No matter how often Tom assured me he understood my unforgivable behaviour, Simon had already ruined any future we could’ve had together.
And six weeks after he came to live with us, I asked him to leave.
SIMON
Los Telaros, Mexico, twenty-one years earlier
13 April
The pool cue snapped in half as effortlessly as a toothpick when it made contact with the old man’s shoulders. He grunted as it thrust him forwards and he sprawle
d across the table.
His attacker, equally as drunk and elderly as his victim, swung one hundred and eighty degrees with the remaining half of the cue in his hand, and collapsed into a disorientated heap. His counterpart fumbled around the table for a ball to smack against his assailant’s head, but when he heaved it, one too many bourbons made him lose his grip and the ball nosedived a few feet across the room instead, barely nudging the skirting board.
Trying our best not to laugh at the clumsy fight before us, Miguel and I stepped in to lift the two drunken pensioners to their feet. Their arms spun aimlessly, like hurricane-damaged windmill sails, only making contact with the smoky air around them as they fought for the attention of the same prostitute.
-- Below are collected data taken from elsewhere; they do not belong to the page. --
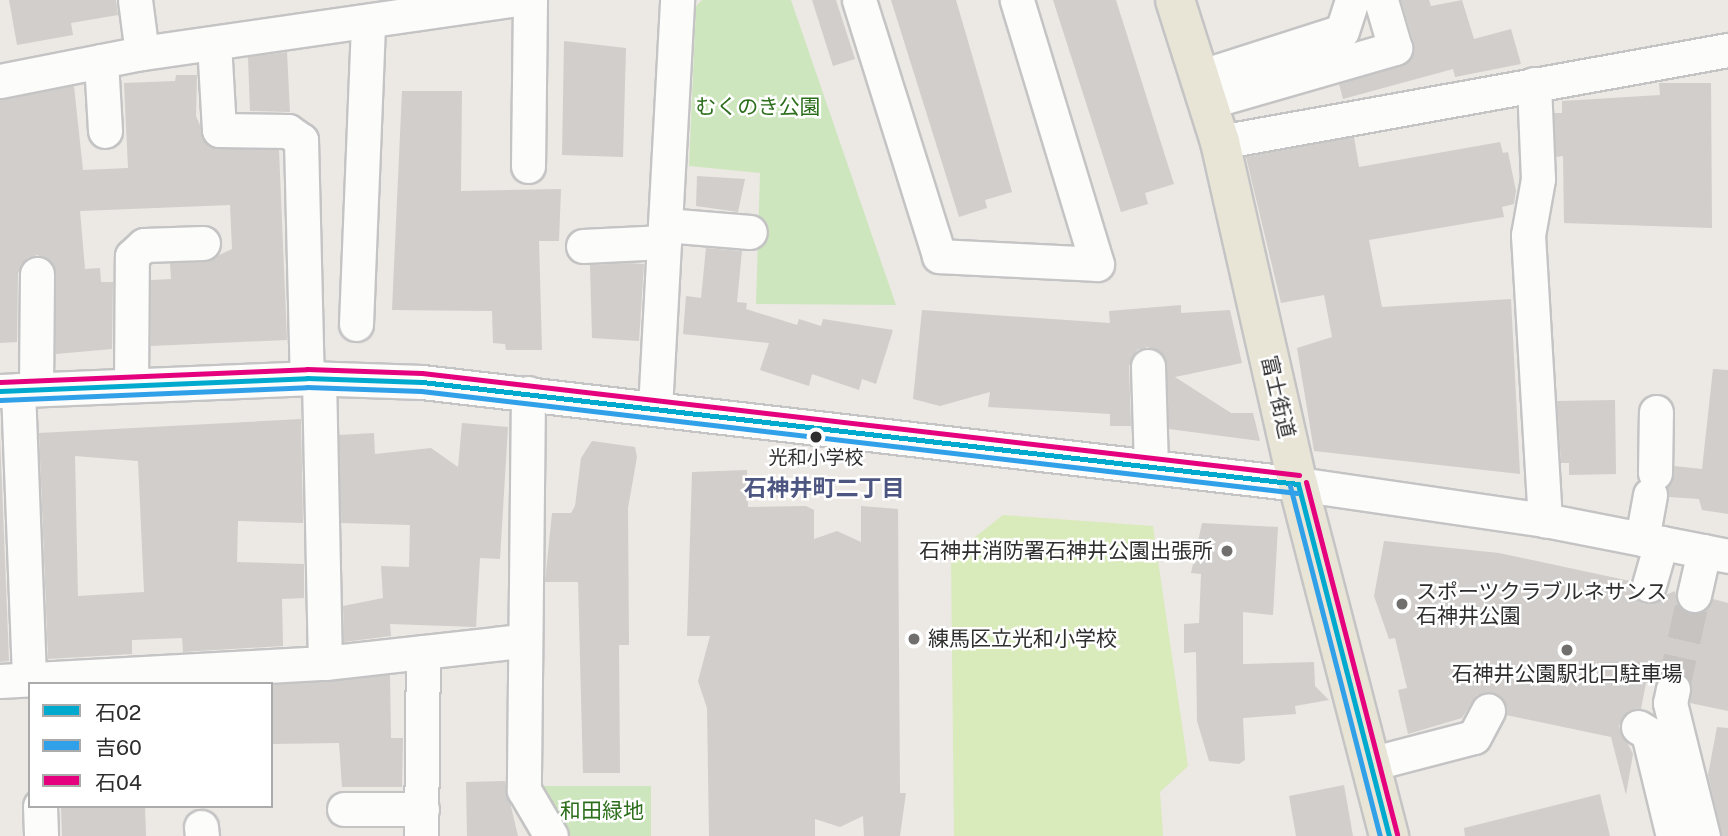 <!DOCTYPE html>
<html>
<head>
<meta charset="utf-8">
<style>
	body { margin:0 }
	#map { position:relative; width:1728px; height:836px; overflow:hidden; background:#ece8e4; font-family:"Public Sans","Noto Sans JP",sans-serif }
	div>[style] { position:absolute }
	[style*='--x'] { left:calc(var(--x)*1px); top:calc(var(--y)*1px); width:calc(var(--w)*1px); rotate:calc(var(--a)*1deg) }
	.green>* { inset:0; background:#cee6be }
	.pitch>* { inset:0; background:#d9eabb }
	.building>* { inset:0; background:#d1cecb }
	.minor-tunnel>* { height:33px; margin-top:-16.5px; transform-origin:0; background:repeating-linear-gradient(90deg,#c6c3c0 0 33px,transparent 0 50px) }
	.roads { filter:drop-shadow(2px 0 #c5c4c5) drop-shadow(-2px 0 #c5c4c5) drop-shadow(0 2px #c5c4c5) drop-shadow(0 -2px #c5c4c5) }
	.minor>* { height:33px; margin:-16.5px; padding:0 16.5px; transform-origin:16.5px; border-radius:16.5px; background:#fcfcfb }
	.major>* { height:38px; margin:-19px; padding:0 19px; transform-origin:19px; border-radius:19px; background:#e8e4d6 }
	.bus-1>* { height:5px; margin:-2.5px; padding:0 2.5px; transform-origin:2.5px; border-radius:2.5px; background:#00a9ce }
	.bus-2>* { height:5px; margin:-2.5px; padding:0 2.5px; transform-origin:2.5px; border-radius:2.5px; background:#30a0e9 }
	.bus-3>* { height:5px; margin:-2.5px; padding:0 2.5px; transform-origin:2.5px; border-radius:2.5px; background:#e5007d }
	.dots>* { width:19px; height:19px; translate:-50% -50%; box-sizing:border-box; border:4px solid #fff; border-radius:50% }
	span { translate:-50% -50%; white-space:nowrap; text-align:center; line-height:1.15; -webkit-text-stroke:5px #fff; paint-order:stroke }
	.bus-label { font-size:19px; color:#2e2e2e }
	.park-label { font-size:21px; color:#2c6e1b }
	.street-label { font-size:21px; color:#2e2e2e }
	.poi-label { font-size:21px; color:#2e2e2e }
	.right { translate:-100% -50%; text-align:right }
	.left { translate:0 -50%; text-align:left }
	.neighbourhood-label { font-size:23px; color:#4d5680; font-weight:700 }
	.legend { position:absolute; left:28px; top:682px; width:245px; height:126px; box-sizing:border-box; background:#fff; border:2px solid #ababab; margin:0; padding:9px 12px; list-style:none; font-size:21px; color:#2e2e2e }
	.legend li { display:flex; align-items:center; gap:14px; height:35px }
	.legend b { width:35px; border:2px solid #ababab }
</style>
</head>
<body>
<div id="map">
	<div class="green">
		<i style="clip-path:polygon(702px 0,791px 0,896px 305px,756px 304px,760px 173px,689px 166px,696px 6px)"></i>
		<i style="clip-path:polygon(539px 786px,651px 786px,651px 836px,567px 836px)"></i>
	</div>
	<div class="pitch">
		<i style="clip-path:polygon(1003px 515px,1153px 526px,1188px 766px,1160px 792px,1163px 836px,954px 836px,951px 556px)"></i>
	</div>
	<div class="building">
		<i style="clip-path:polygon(9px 0,116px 0,118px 15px,71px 23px,73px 35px,17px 45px)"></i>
		<i style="clip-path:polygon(812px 0,836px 0,855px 59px,833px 66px)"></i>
		<i style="clip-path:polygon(891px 0,956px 0,1012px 192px,985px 200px,987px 208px,959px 217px)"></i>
		<i style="clip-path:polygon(1053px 0,1116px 0,1174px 184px,1145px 193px,1148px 204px,1121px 212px)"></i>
		<i style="clip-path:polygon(1401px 0,1429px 0,1431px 6px,1462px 0,1474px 39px,1511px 29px,1521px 64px,1455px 77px,1453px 69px,1343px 99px,1339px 84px,1409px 61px,1414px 43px)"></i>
		<i style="clip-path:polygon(564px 41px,626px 48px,623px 157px,562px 155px)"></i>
		<i style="clip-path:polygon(287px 52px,290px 112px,250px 111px,248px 57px)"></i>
		<i style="clip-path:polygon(176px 75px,197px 75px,196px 116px,209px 146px,279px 150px,287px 340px,151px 346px,151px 280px,171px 279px,170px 263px,204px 262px,232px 249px,230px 205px,80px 211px,85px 269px,100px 268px,101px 282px,113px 282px,112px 349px,56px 354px,56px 273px,38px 255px,27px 258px,18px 273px,17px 342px,0 343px,0 100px,74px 86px,83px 170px,128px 168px,124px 83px,175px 81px)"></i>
		<i style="clip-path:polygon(1659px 83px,1711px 83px,1712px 228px,1564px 223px,1563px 156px,1556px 157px,1554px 113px,1562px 113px,1562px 101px,1660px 95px)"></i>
		<i style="clip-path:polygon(402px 91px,462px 91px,461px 191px,561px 189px,559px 241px,539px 241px,542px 350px,506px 350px,505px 344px,493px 343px,492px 311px,392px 310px)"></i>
		<i style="clip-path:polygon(1354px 137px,1359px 167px,1500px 142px,1503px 153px,1508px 152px,1516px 191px,1514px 204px,1502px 207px,1504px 217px,1369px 240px,1382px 307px,1511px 299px,1520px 474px,1314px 451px,1297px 348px,1332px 337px,1324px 295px,1281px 303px,1246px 157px)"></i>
		<i style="clip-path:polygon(697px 176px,745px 179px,738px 212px,696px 206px)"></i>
		<i style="clip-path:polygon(706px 248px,742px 251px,737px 302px,747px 303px,746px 309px,797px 325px,799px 319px,821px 326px,823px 319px,893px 330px,876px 384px,862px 379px,859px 390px,812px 374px,809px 386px,760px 370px,769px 343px,683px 334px,686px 296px,701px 298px)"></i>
		<i style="clip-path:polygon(628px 263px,644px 264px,639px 341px,592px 338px,590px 265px)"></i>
		<i style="clip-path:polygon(1181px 305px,1181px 313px,1230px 310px,1242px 363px,1175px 377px,1231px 413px,1253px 413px,1260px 441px,1169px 429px,1167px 365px,1148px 347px,1137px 350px,1129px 366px,1131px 426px,1110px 426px,1110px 414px,988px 407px,990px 392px,940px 406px,913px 399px,922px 310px,1110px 323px,1109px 311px)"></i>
		<i style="clip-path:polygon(1713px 369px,1728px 370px,1728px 514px,1702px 510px,1699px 499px,1669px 497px,1667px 487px,1674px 466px,1702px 469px)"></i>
		<i style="clip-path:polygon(1615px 400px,1616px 474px,1569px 475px,1569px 463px,1561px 463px,1557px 401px)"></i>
		<i style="clip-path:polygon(evenodd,301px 419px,303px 523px,238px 521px,237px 562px,304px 564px,304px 598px,282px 599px,283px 646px,183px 652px,182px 638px,132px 640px,132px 654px,48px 659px,39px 433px,301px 419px,75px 456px,138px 461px,144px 592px,78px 596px,75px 456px)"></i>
		<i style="clip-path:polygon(462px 423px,508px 427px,500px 559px,480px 558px,476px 627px,390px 624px,391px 636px,344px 642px,343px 606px,383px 598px,381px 566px,409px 567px,410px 525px,341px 523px,339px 435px,374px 433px,375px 454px,431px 448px,458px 467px)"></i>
		<i style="clip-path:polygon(0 436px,9px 661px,0 662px)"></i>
		<i style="clip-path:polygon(592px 441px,635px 447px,637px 457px,628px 508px,629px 645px,619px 645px,620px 773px,583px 773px,578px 582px,545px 582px,552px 513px,571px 513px,575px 506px,581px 458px)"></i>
		<i style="clip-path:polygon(747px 470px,748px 507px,806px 506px,814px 510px,814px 539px,837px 531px,861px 542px,861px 506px,898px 509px,900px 793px,906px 793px,900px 836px,864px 836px,863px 816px,840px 827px,815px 819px,815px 836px,709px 836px,707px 708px,698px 681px,710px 636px,687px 636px,692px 472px)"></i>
		<i style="clip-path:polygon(1202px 523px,1278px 527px,1273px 615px,1243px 612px,1243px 664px,1314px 662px,1315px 686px,1329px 700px,1295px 706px,1296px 714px,1243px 718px,1245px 760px,1239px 764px,1209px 761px,1197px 721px,1196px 652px,1184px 653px,1184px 624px,1199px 623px,1201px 574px,1191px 573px)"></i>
		<i style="clip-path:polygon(1384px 541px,1499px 553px,1630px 581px,1635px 598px,1644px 604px,1675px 591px,1680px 609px,1690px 614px,1708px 609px,1713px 599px,1728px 603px,1728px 711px,1690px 703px,1691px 682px,1678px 670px,1646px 683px,1641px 709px,1628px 711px,1619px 726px,1633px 754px,1626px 795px,1611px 737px,1506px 715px,1496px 694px,1477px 695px,1462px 718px,1408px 734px,1398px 690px,1407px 688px,1395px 638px,1389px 639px,1374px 596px)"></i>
		<i style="clip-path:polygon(390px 675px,391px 738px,403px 738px,402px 787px,342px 787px,339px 743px,271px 744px,271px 685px)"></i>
		<i style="clip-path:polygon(1717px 727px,1728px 728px,1728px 836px,1722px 836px,1708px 775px)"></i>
		<i style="clip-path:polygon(505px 781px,518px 836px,467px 836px,466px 782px)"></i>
		<i style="clip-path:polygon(1344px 785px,1353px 836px,1296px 836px,1289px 796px)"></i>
		<i style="clip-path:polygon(1600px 794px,1610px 836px,1465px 836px,1464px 828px)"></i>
		<i style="clip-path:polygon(61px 806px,145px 806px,146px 836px,62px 836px)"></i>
	</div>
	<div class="minor-tunnel">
		<i style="--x:1673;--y:689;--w:96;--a:-77.4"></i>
	</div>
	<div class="roads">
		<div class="minor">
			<i style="--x:135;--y:0;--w:53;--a:82.5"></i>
			<i style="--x:859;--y:0;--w:268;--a:72.6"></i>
			<i style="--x:939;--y:256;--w:158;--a:2.9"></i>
			<i style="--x:1097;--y:264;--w:276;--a:-106.9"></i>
			<i style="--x:214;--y:43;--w:87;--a:86.7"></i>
			<i style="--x:219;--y:130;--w:69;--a:0.8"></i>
			<i style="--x:288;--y:131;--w:16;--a:35"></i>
			<i style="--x:301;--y:140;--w:238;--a:88.6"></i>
			<i style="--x:101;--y:61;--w:70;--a:86.7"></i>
			<i style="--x:1199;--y:77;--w:150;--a:-17.8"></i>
			<i style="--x:1342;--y:31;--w:33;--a:-72"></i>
			<i style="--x:0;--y:81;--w:145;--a:-11.2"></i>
			<i style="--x:142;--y:53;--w:372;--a:-8.2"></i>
			<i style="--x:1534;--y:84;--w:95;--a:87.6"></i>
			<i style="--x:1538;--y:179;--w:57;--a:100.1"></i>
			<i style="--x:1528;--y:235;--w:286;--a:86.6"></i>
			<i style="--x:1208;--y:102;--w:195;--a:-16.1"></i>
			<i style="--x:1395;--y:48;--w:50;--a:-106.3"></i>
			<i style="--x:1220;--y:142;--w:516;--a:-10.27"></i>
			<i style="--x:528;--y:166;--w:166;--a:-89.3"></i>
			<i style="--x:665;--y:225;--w:85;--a:4.7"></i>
			<i style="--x:583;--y:246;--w:81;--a:-2.8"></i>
			<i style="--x:356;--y:324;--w:302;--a:-87.7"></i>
			<i style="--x:1148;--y:366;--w:101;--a:88.3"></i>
			<i style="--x:319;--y:378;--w:285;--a:88.8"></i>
			<i style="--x:131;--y:385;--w:129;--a:-89.6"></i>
			<i style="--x:132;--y:256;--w:16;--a:-43"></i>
			<i style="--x:144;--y:245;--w:59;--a:-1.9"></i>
			<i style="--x:36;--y:389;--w:115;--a:-89.5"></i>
			<i style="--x:18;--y:390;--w:288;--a:87.8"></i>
			<i style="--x:0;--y:391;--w:307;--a:-2.4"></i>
			<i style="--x:307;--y:378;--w:115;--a:2"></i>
			<i style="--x:422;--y:382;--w:882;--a:6.64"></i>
			<i style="--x:1298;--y:484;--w:250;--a:8.3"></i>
			<i style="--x:1545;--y:520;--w:187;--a:11.1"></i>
			<i style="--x:528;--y:393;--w:397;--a:90.6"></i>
			<i style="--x:524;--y:790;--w:53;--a:59.6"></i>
			<i style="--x:655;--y:409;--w:410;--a:-86.9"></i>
			<i style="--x:1655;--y:473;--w:61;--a:-89.1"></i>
			<i style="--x:1642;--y:539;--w:45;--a:-79.7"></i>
			<i style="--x:1649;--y:585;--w:44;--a:-74.1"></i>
			<i style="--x:1694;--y:595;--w:45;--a:-77.2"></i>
			<i style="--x:0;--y:681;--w:325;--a:-3.2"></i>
			<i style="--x:325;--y:663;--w:198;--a:-6.4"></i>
			<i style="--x:1673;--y:689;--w:14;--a:102"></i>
			<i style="--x:1670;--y:703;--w:137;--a:76.1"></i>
			<i style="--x:1638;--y:727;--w:12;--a:31"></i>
			<i style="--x:1648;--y:733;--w:106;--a:76.4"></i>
			<i style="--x:1370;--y:764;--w:107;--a:-14.6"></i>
			<i style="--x:1474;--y:737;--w:30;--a:-62"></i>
			<i style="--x:40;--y:806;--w:30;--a:88"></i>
			<i style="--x:344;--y:809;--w:78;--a:0"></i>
			<i style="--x:201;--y:827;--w:9;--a:84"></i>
			<i style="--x:421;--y:836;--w:184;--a:-89.4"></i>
		</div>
		<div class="major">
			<i style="--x:1175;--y:0;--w:149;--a:72.4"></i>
			<i style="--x:1220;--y:142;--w:351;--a:77.2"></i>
			<i style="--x:1298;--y:484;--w:364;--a:75.5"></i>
		</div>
	</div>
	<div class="bus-1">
		<i style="--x:0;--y:391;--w:307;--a:-2.4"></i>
		<i style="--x:307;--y:378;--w:115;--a:2"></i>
		<i style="--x:422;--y:382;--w:882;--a:6.64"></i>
		<i style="--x:1298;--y:484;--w:364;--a:75.5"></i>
	</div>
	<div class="bus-2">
		<i style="--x:0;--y:400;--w:307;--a:-2.4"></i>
		<i style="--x:307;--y:387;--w:114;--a:2"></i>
		<i style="--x:421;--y:391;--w:882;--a:6.64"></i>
		<i style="--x:1290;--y:486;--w:361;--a:75.6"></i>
	</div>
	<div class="bus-3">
		<i style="--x:0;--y:382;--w:307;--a:-2.4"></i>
		<i style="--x:307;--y:369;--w:115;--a:2"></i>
		<i style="--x:422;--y:373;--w:883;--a:6.63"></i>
		<i style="--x:1306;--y:482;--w:364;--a:75.5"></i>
	</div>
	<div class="dots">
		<i style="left:816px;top:437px;background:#2e2e2e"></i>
		<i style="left:1227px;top:551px;background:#706f6e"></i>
		<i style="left:1402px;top:604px;background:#706f6e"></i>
		<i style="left:914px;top:639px;background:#706f6e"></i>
		<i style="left:1567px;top:650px;background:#706f6e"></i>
	</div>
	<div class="bus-label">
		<span style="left:816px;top:458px">光和小学校</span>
	</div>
	<div class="park-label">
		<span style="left:758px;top:107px">むくのき公園</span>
		<span style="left:602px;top:811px">和田緑地</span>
	</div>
	<div class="street-label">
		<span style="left:1278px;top:397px;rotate:77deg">富士街道</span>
	</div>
	<div class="poi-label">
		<span class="right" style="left:1213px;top:551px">石神井消防署石神井公園出張所</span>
		<span class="left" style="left:1416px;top:604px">スポーツクラブルネサンス<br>石神井公園</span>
		<span class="left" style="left:928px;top:639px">練馬区立光和小学校</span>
		<span style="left:1567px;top:674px">石神井公園駅北口駐車場</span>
	</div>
	<div class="neighbourhood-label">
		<span style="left:824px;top:488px">石神井町二丁目</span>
	</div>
	<ul class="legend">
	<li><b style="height:9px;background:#00a9ce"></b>石02</li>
	<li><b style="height:9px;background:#30a0e9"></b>吉60</li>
	<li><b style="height:9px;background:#e5007d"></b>石04</li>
	</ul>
</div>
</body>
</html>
‘They’re like this every time,’ explained Miguel as he pulled the frailer-looking of the two up from the floor where he’d just landed.
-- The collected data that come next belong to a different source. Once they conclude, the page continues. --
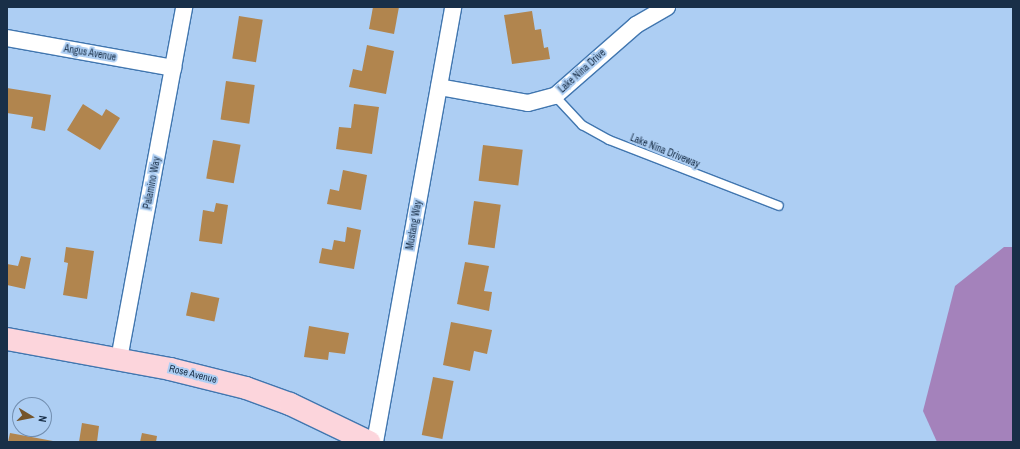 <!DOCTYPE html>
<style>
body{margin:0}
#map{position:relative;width:1020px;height:449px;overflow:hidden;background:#adcef3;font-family:"Archivo Narrow",sans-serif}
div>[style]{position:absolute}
.water>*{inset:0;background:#a482bb}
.building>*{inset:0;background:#b1854e;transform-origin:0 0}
.roads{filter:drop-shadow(1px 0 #4176af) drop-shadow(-1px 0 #4176af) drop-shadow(0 1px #4176af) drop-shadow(0 -1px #4176af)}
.lane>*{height:8px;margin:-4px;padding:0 4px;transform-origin:4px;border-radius:4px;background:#fff}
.street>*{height:16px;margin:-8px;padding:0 8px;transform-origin:8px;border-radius:8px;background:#fff}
.secondary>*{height:22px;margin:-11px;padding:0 11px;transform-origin:11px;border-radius:11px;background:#fcd5dc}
span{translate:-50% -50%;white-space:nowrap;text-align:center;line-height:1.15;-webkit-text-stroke:4px #adcef3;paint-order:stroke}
.street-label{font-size:10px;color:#192f48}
.frame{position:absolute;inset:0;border:8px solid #192f48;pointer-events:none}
.north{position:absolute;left:12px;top:397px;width:40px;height:40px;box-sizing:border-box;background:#adcef3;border:1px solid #728eaf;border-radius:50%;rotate:100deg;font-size:11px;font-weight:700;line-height:16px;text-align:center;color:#192f48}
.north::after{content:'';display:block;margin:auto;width:14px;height:18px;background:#75552b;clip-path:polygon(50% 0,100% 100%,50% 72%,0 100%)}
</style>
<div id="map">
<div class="water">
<div style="clip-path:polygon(1004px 247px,1013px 247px,1013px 442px,937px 442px,923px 411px,955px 286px)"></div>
</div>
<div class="building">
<div style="clip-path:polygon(373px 7px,399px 7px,394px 34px,369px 29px)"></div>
<div style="clip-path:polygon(532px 11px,535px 30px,541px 29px,544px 48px,548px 47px,550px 59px,512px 64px,504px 15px)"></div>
<div style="left:239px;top:16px;width:24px;height:43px;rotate:9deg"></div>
<div style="clip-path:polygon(367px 45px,394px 51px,386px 94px,349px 87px,353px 69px,362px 71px)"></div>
<div style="left:226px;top:81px;width:29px;height:39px;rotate:8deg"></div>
<div style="clip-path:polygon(7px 88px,51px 95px,45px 131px,31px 128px,33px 117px,7px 113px)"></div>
<div style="clip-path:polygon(83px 104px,102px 116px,106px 109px,120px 118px,100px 150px,67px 130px)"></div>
<div style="clip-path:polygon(354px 104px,379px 107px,372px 154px,336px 149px,339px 127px,351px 128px)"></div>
<div style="left:213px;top:140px;width:28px;height:39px;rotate:10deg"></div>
<div style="left:483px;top:145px;width:40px;height:36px;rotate:7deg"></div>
<div style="clip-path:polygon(343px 170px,367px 175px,361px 210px,327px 204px,330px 189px,339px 191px)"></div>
<div style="left:474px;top:201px;width:27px;height:44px;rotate:8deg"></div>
<div style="clip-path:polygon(216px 203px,228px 205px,222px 244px,199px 241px,203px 210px,214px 212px)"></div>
<div style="clip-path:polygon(347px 227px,361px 230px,354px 269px,319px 263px,322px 248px,332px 250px,334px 240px,345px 242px)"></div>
<div style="clip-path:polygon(66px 247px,94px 251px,87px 299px,63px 295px,68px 263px,64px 262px)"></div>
<div style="clip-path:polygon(21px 256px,31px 258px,25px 289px,7px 285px,7px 264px,18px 266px)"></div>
<div style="clip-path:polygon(465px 262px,489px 266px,484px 291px,492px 292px,489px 311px,457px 304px)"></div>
<div style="left:191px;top:292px;width:29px;height:24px;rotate:12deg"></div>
<div style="clip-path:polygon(451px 322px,492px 330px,487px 354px,474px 351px,470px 371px,443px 365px)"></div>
<div style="clip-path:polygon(309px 326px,349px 333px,345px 354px,329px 352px,328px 360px,304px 357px)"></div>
<div style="left:433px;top:377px;width:21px;height:59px;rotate:11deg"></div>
<div style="clip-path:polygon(82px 423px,99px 426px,97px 442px,79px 442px)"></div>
<div style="clip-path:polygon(10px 433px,53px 441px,53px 442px,8px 442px)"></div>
<div style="clip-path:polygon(142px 433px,157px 436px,156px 442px,140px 442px)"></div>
</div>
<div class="roads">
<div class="lane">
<div style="left:555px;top:96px;width:40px;rotate:47deg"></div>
<div style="left:582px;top:125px;width:31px;rotate:29deg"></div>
<div style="left:609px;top:140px;width:182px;rotate:21.2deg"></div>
</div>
<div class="street">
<div style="left:7px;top:38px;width:169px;rotate:10.2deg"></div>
<div style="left:439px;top:87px;width:90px;rotate:10.2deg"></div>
<div style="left:528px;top:103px;width:28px;rotate:-15deg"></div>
<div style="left:555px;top:96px;width:108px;rotate:-41.2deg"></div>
<div style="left:636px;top:25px;width:36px;rotate:-30deg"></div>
<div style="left:119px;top:359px;width:358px;rotate:-79.5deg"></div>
<div style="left:375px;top:442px;width:442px;rotate:-79.8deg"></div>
</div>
<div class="secondary">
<div style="left:7px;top:339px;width:166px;rotate:10.4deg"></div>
<div style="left:170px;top:369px;width:78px;rotate:14deg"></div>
<div style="left:246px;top:388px;width:47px;rotate:20deg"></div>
<div style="left:290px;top:404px;width:88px;rotate:25.7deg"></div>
</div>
</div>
<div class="street-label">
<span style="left:90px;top:53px;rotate:10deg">Angus Avenue</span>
<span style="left:582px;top:71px;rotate:-42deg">Lake Nina Drive</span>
<span style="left:665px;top:151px;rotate:22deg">Lake Nina Driveway</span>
<span style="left:152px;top:183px;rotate:-79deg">Palamino Way</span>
<span style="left:414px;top:225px;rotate:-80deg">Mustang Way</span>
<span style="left:193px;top:374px;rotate:14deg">Rose Avenue</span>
</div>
<div class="frame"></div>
<div class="north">N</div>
</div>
‘Aren’t they friends? I saw them arrive together,’ I asked, safely concealing the other behind me.
‘Friends? They’re father and son!’ he laughed. ‘They share the same taste in women. By the time you leave this whorehouse, there won’t be much of life you ain’t seen.’
I’d been drug-free and hitchhiking around Mexico for the best part of four months when I’d walked through the bordello’s doors for the first time. Many towns I’d blown through had their own whiskerias – brothels that sold much more than Wild Turkey in their back rooms. Their neon signs targeted long-haul truck drivers who wanted to take their minds off the endless roads ahead with female company.
But with its orange-tiled roof and black wrought-iron balconies scattered across the first-floor facade, this bordello in Los Telaros resembled a hotel. There was no signage or indication it was anything else. I hadn’t intended to look for work, and sex had been the last thing on my mind. All I’d required was something alcohol-based to quench my thirst and a place to rest my blistered feet.
Inside, porcelain lamps on smoked-glass tables discreetly illuminated purple walls. Glass chandeliers hung from wooden rafters above white leather sofas and a solitary reception desk. Scented candles masked cigar smoke with hints of sandalwood and vanilla. The crushed velvet curtains remained closed to prying eyes.